* GOAL OF THE EXERCISE: Find all lines in the listing that include the word "Ozolu", then copy them.

* THE INPUT:
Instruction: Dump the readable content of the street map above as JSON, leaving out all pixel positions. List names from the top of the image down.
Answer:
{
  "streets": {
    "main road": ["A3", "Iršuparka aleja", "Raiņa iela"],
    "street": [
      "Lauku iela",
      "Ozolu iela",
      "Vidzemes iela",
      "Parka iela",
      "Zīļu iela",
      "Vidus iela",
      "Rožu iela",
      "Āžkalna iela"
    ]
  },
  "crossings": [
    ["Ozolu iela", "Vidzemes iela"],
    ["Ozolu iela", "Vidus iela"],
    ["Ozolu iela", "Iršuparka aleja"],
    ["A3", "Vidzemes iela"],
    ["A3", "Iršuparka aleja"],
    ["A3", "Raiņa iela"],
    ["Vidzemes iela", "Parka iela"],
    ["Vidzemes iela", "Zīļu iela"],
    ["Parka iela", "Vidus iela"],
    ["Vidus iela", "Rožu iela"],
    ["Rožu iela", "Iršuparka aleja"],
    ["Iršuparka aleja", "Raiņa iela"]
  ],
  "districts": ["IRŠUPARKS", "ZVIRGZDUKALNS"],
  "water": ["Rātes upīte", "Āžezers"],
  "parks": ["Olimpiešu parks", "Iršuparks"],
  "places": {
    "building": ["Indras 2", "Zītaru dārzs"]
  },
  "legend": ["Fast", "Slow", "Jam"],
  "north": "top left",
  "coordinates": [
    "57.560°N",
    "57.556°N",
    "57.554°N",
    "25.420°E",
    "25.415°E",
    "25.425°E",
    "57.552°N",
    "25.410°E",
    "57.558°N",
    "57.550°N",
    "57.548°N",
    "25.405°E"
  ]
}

* TASK ANSWER:
      "Ozolu iela",
    ["Ozolu iela", "Vidzemes iela"],
    ["Ozolu iela", "Vidus iela"],
    ["Ozolu iela", "Iršuparka aleja"],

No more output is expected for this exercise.